Japanese mathematician

Tadashi Tokieda (Japanese: 時枝正; born 1968) is a Japanese mathematician, working in mathematics and physics. He is a professor of mathematics at Stanford University; he formerly was a fellow and Director of Studies of Mathematics at Trinity Hall, Cambridge. He also invents, collects, and studies toys that uniquely reveal and explore real-world surprises of mathematics and physics. In comparison with most mathematicians, he had an unusual path in life: he started as a painter, and then became a classical philologist, before transitioning to mathematics. Tokieda is known for his public lectures where he demonstrates mathematical phenomena.

==Life and career==
Tokieda was born in Tokyo and initially intended to be a painter. He then studied at Lycée Sainte-Marie Grand Lebrun in France as a classical philologist. According to his personal homepage, he taught himself basic mathematics from Russian collections of problems.
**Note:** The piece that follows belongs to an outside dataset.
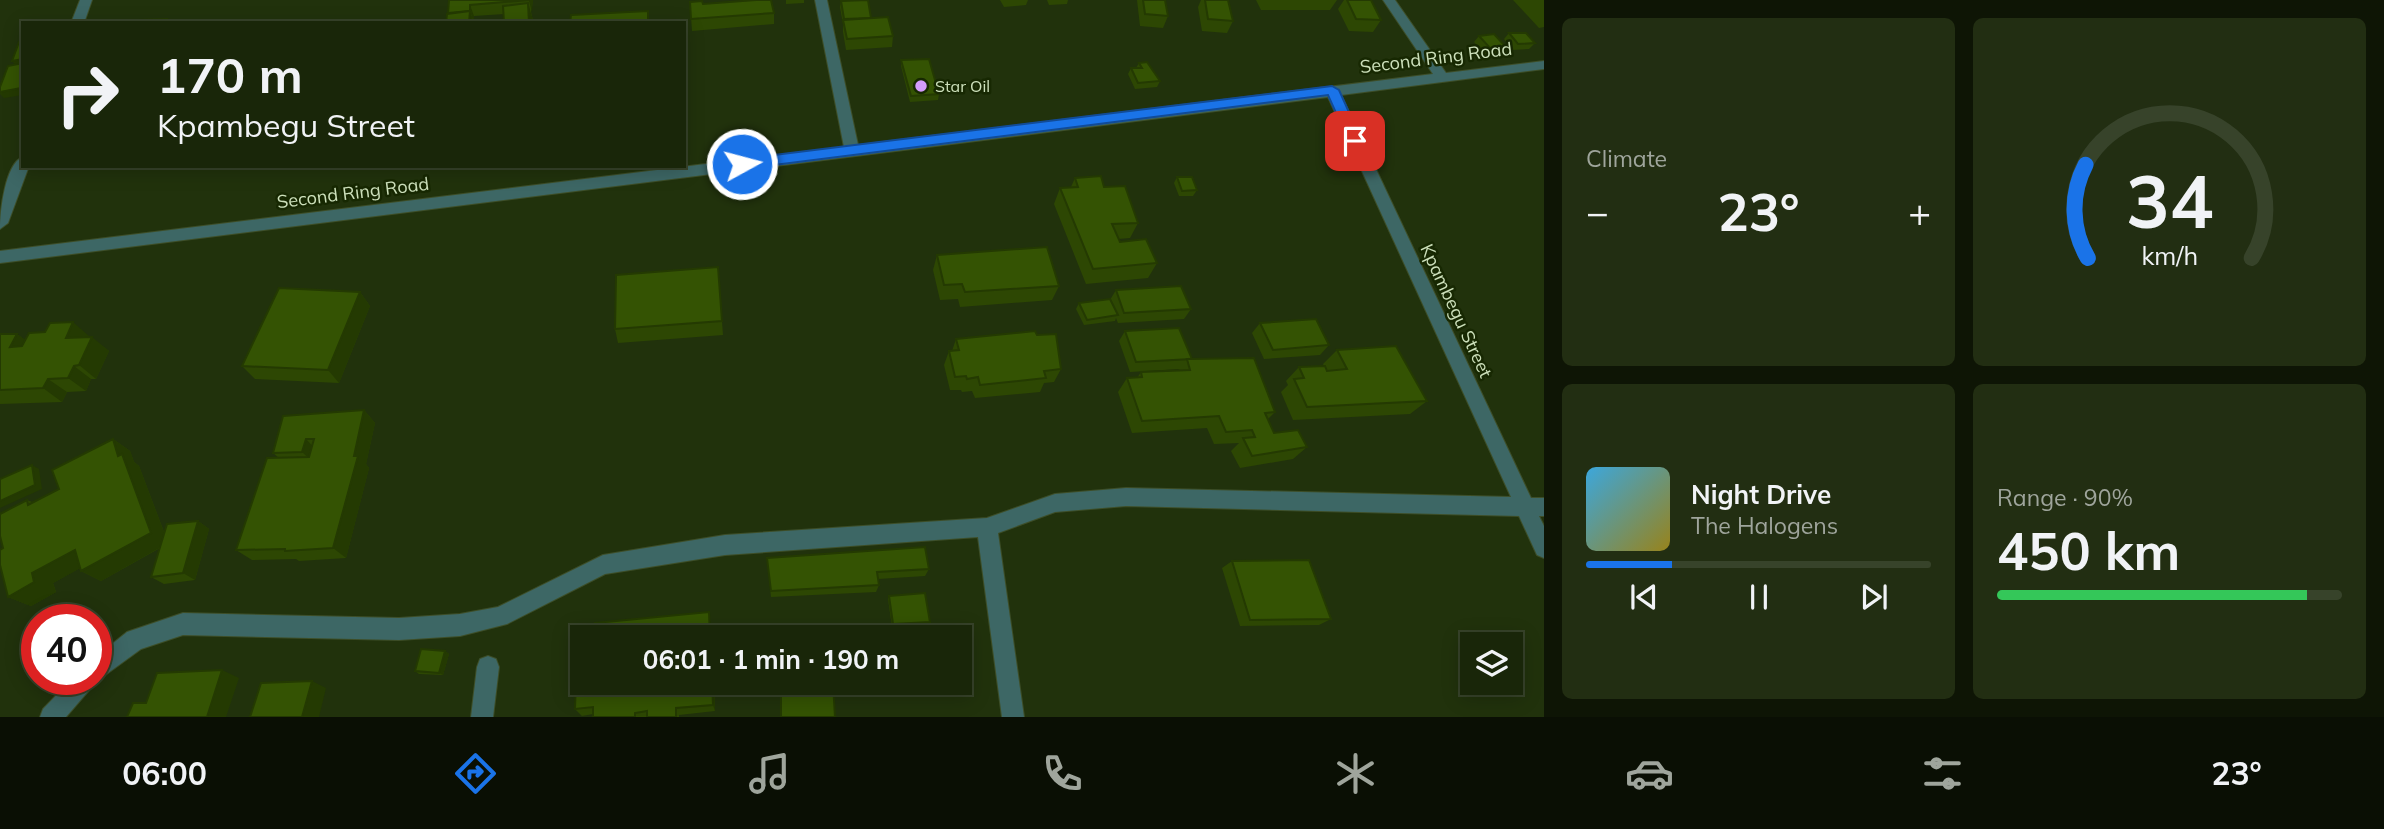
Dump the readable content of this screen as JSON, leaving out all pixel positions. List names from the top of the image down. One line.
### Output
{"streets":{"street":["Second Ring Road","Kpambegu Street"]},"crossings":[["Second Ring Road","Kpambegu Street"]],"places":["Star Oil"],"page":{"tile":["Climate",["Range · 90%","450 km"]],"turn":["170 m","Kpambegu Street"],"heat":["−","23°","+"],"song":["Night Drive","The Halogens"],"limit":"40","trip":"06:01 · 1 min · 190 m","tabs":["06:00","23°"],"gauge":["34","km/h"]}}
He is a 1989 classics graduate from Sophia University in Tokyo and has a 1991 bachelor's degree from Oxford in mathematics (where he studied as a British Council Fellow). He obtained his PhD at Princeton in 1996 under the supervision of William Browder.

Tokieda joined the University of Illinois at Urbana Champaign as a J. L. Doob Research Assistant Professor for the 1997 academic year.

He has been involved in the African Institute for Mathematical Sciences since its founding in 2003.

In 2004, he was elected a Fellow of Trinity Hall, where he became the Director of Studies in Mathematics and the Stephan and Thomas Körner Fellow.

He was the William and Flora Hewlett Foundation Fellow in 2013–2014 at the Radcliffe Institute for Advanced Study at Harvard University.

In the 2015–2016 academic year he was the Poincaré Distinguished Visiting Professor at Stanford.

Besides his native language Japanese, he is also fluent in French and English. In addition, he knows ancient Greek, Latin, classical Chinese, Finnish, Spanish, and Russian. When asked how many languages he knows, he answered "I don't really know. It's like asking how many friends you have." So far he has lived in eight countries.

In March 2020, Tokieda was interviewed on The Joy of X, Steven Strogatz's podcast for Quanta Magazine.

==Selected publications==
- Tokieda, Tadashi (2013). "Roll Models"
- Childress, Stephen (2011). "A bug on a raft: recoil locomotion in a viscous fluid"
- Montaldi, James (2003). "Openness of momentum maps and persistence of extremal relative equilibria"
- Aref, Hassan (2003). "Vortex Crystals"
- Tokieda, Tadashi (2001). "Tourbillons dansants"
- Tokieda, Tadashi (1998). "Mechanical Ideas in Geometry"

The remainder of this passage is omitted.